Oct. 6, 2004 Proteins build up all living things: plants, animals and therefore us humans. In the past few decades biochemistry has come a long way towards explaining how the cell produces all its various proteins. But as to the breaking down of proteins, not so many researchers were interested. Aaron Ciechanover, Avram Hershko and Irwin Rose went against the stream and at the beginning of the 1980s discovered one of the cell's most important cyclical processes, regulated protein degradation. For this, they are being rewarded with this year's Nobel Prize in Chemistry.
Aaron Ciechanover, Avram Hershko and Irwin Rose have brought us to realise that the cell functions as a highly-efficient checking station where proteins are built up and broken down at a furious rate. The degradation is not indiscriminate but takes place through a process that is controlled in detail so that the proteins to be broken down at any given moment are given a molecular label, a ‘kiss of death', to be dramatic. The labelled proteins are then fed into the cells' "waste disposers", the so called proteasomes, where they are chopped into small pieces and destroyed.
The label consists of a molecule called ubiquitin. This fastens to the protein to be destroyed, accompanies it to the proteasome where it is recognised as the key in a lock, and signals that a protein is on the way for disassembly. Shortly before the protein is squeezed into the proteasome, its ubiquitin label is disconnected for re-use.
Thanks to the work of the three Laureates it is now possible to understand at molecular level how the cell controls a number of central processes by breaking down certain proteins and not others. Examples of processes governed by ubiquitin-mediated protein degradation are cell division, DNA repair, quality control of newly-produced proteins, and important parts of the immune defence. When the degradation does not work correctly, we fall ill. Cervical cancer and cystic fibrosis are two examples. Knowledge of ubiquitin-mediated protein degradation offers an opportunity to develop drugs against these diseases and others.
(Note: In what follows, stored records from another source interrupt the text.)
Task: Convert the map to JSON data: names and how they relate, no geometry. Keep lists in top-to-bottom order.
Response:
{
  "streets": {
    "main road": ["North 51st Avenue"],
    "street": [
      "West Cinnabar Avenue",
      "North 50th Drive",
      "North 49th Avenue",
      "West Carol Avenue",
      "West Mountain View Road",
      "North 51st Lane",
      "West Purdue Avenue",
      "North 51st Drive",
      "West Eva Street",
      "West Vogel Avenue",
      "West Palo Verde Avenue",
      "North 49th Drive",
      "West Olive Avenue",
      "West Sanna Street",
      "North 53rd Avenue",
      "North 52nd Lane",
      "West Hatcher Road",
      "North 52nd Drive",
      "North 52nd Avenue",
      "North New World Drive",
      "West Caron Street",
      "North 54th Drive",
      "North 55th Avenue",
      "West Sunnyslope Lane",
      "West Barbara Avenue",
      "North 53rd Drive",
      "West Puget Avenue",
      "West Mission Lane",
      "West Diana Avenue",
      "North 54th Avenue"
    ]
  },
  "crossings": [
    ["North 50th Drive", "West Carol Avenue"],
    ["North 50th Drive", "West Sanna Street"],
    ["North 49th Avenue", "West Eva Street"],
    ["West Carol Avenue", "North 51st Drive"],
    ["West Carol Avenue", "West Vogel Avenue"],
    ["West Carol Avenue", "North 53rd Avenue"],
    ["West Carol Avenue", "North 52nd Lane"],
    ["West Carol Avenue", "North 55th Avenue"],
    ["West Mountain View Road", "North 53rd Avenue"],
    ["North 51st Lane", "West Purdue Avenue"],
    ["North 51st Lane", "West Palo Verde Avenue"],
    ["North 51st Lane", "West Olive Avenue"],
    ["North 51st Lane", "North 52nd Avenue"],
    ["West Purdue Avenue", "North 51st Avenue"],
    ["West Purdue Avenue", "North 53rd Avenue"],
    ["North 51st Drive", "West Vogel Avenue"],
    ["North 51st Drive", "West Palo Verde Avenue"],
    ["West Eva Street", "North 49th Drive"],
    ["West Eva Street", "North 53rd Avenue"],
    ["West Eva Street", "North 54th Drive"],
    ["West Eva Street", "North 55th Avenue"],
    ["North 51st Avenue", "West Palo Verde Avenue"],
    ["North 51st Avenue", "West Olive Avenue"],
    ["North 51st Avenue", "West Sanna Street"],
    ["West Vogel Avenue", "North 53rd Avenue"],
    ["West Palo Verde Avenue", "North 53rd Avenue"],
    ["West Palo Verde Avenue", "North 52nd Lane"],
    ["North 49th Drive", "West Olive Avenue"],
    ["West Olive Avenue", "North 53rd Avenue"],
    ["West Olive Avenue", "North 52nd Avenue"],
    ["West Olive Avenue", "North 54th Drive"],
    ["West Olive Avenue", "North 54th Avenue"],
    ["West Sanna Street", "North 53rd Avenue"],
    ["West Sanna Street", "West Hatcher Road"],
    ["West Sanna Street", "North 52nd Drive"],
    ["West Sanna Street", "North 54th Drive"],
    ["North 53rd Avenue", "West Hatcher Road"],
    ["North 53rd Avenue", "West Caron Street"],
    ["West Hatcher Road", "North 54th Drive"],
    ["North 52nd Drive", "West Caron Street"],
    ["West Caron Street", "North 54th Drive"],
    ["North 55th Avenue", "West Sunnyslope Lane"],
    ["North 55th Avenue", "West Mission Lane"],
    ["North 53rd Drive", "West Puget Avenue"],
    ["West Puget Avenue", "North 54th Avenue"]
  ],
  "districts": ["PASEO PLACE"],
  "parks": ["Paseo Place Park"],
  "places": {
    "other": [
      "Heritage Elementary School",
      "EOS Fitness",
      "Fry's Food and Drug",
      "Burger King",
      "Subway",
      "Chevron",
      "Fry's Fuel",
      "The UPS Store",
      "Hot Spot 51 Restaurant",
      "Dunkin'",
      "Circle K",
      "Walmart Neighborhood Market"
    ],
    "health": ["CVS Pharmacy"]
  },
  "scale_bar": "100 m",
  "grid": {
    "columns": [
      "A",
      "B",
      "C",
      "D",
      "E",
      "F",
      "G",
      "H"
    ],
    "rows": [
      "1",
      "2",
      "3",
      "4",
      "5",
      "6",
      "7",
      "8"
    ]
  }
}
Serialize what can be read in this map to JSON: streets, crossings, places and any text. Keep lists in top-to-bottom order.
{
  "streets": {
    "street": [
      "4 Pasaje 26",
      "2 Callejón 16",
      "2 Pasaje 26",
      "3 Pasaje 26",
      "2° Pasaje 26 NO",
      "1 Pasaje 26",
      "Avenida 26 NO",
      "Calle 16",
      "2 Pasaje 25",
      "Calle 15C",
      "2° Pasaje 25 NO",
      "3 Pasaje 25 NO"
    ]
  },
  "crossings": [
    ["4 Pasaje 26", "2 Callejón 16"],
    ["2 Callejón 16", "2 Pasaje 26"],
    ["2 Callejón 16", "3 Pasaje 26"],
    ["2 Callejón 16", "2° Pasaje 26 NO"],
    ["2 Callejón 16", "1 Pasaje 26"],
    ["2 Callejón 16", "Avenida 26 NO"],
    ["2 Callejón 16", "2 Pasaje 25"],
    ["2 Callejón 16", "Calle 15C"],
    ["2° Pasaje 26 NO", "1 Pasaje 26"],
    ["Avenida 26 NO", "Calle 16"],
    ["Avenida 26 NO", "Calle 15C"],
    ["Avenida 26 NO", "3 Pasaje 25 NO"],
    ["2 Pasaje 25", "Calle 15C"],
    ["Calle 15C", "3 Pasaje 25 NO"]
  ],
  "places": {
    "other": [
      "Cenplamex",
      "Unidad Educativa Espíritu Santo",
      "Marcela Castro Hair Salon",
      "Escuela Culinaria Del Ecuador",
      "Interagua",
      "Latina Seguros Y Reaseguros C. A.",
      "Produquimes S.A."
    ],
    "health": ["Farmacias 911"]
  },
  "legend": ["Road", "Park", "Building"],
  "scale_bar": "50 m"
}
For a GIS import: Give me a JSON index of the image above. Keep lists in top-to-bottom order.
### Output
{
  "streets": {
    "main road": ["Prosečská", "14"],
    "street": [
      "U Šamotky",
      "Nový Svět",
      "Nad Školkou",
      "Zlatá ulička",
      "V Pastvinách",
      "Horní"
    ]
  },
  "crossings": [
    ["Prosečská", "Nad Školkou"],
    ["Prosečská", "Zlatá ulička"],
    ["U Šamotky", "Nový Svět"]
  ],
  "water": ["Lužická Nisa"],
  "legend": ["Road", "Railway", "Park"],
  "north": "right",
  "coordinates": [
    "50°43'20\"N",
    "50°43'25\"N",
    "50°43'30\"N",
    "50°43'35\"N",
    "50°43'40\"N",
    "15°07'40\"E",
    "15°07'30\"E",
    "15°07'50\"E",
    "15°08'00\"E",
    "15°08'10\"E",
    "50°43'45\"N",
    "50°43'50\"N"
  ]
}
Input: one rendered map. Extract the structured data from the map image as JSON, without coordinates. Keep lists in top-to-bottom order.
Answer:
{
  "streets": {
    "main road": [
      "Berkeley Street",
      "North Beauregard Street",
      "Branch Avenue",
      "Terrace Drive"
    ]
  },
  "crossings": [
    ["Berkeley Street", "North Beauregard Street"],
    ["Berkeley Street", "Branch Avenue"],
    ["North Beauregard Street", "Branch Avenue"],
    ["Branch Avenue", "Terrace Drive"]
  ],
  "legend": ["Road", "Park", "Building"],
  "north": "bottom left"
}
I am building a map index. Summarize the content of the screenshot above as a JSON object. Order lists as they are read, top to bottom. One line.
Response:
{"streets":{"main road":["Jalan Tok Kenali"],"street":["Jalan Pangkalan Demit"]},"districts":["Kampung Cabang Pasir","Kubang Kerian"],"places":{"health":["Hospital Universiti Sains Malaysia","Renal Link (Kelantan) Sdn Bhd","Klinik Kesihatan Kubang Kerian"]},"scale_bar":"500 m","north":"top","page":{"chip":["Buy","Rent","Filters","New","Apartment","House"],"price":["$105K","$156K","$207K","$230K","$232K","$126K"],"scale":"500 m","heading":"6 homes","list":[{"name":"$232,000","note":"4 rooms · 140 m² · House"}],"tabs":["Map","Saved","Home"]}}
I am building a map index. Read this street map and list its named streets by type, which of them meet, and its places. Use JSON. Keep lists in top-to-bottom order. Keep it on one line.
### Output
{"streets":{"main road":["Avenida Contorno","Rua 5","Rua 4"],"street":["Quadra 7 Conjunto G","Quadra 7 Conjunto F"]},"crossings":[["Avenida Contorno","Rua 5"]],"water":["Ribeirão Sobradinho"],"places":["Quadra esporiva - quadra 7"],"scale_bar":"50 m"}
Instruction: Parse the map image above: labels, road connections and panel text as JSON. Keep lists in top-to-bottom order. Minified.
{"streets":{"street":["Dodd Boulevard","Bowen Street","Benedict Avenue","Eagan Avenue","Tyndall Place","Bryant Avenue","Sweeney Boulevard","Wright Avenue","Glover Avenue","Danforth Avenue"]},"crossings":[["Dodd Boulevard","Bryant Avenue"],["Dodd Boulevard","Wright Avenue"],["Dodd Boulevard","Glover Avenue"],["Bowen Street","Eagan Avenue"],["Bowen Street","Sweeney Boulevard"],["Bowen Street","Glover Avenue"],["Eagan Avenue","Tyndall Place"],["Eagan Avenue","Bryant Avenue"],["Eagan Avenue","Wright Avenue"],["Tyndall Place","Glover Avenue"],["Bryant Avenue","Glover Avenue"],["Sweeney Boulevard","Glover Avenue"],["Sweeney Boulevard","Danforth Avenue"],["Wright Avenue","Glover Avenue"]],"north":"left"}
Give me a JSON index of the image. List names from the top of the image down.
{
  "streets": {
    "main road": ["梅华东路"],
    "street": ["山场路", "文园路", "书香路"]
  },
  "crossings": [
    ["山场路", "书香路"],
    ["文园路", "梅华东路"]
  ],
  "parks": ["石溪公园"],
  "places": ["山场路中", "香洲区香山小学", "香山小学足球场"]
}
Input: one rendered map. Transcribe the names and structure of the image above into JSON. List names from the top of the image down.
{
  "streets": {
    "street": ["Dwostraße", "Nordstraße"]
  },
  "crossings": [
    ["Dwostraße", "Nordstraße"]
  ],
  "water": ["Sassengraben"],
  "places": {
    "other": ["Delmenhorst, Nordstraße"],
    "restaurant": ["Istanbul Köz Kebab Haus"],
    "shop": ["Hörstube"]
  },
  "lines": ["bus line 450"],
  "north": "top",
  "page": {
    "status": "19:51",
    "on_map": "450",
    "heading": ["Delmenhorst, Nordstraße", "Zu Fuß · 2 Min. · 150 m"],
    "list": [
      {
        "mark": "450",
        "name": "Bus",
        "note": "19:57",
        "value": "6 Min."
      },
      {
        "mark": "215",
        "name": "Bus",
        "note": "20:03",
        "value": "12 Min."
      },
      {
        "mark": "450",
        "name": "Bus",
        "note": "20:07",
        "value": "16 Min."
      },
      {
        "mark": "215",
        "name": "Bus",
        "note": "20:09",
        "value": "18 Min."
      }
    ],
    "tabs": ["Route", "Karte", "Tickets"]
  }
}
Aaron Ciechanover, born 1947 (57 years) in Haifa, Israel (Israeli citizen). Doctor's degree in medicine in 1981 at the Technion (Israel Institute of Technology), Haifa. Professor at the Unit of Biochemistry and Director of the Rappaport Family Institute for Research in Medical Sciences at the Technion, Haifa, Israel.
Avram Hershko, born 1937 (67 years) in Karcag, Hungary (Israeli citizen). Doctor's degree in medicine in 1969 at the Hadassah Medical School of the Hebrew University, Jerusalem. Distinguished Professor at the Rappaport Family Institute for Research in Medical Sciences at the Technion (Israel Institute of Technology), Haifa, Israel.
Irwin Rose, born 1926 (78 years) in New York, USA (American citizen). Doctor's degree in 1952 at the University of Chicago, USA. Specialist at the Department of Physiology and Biophysics, College of Medicine, University of California, Irvine, USA.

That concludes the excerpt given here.